Segment Start: Dataset content

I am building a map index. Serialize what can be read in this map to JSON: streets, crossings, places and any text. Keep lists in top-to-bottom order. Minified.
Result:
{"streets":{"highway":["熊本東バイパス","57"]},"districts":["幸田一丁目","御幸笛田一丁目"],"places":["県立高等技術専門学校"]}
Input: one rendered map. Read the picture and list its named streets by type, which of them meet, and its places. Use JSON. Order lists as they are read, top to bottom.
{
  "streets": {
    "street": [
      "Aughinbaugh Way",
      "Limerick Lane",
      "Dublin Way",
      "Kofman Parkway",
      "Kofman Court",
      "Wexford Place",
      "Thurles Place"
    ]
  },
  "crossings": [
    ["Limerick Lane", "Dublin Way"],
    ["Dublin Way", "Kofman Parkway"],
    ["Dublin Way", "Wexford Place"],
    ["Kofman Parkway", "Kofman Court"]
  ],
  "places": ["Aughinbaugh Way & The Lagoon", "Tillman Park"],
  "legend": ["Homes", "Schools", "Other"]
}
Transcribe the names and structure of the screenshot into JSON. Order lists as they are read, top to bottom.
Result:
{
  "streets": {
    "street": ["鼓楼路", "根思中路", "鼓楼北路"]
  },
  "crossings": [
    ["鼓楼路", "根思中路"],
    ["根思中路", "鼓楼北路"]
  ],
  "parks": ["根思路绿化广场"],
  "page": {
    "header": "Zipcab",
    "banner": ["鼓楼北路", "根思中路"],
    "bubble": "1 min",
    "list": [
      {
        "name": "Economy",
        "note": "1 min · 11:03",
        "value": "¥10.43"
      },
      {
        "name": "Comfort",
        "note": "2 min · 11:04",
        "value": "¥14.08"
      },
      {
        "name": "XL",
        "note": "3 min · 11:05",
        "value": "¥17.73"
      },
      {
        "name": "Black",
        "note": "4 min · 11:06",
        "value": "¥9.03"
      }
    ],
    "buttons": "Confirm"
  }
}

Segment End: Dataset content

== Work instruction ==
Every line of the material must be given again exactly.

== Expected output ==
I am building a map index. Serialize what can be read in this map to JSON: streets, crossings, places and any text. Keep lists in top-to-bottom order. Minified.
Result:
{"streets":{"highway":["熊本東バイパス","57"]},"districts":["幸田一丁目","御幸笛田一丁目"],"places":["県立高等技術専門学校"]}
Input: one rendered map. Read the picture and list its named streets by type, which of them meet, and its places. Use JSON. Order lists as they are read, top to bottom.
{
  "streets": {
    "street": [
      "Aughinbaugh Way",
      "Limerick Lane",
      "Dublin Way",
      "Kofman Parkway",
      "Kofman Court",
      "Wexford Place",
      "Thurles Place"
    ]
  },
  "crossings": [
    ["Limerick Lane", "Dublin Way"],
    ["Dublin Way", "Kofman Parkway"],
    ["Dublin Way", "Wexford Place"],
    ["Kofman Parkway", "Kofman Court"]
  ],
  "places": ["Aughinbaugh Way & The Lagoon", "Tillman Park"],
  "legend": ["Homes", "Schools", "Other"]
}
Transcribe the names and structure of the screenshot into JSON. Order lists as they are read, top to bottom.
Result:
{
  "streets": {
    "street": ["鼓楼路", "根思中路", "鼓楼北路"]
  },
  "crossings": [
    ["鼓楼路", "根思中路"],
    ["根思中路", "鼓楼北路"]
  ],
  "parks": ["根思路绿化广场"],
  "page": {
    "header": "Zipcab",
    "banner": ["鼓楼北路", "根思中路"],
    "bubble": "1 min",
    "list": [
      {
        "name": "Economy",
        "note": "1 min · 11:03",
        "value": "¥10.43"
      },
      {
        "name": "Comfort",
        "note": "2 min · 11:04",
        "value": "¥14.08"
      },
      {
        "name": "XL",
        "note": "3 min · 11:05",
        "value": "¥17.73"
      },
      {
        "name": "Black",
        "note": "4 min · 11:06",
        "value": "¥9.03"
      }
    ],
    "buttons": "Confirm"
  }
}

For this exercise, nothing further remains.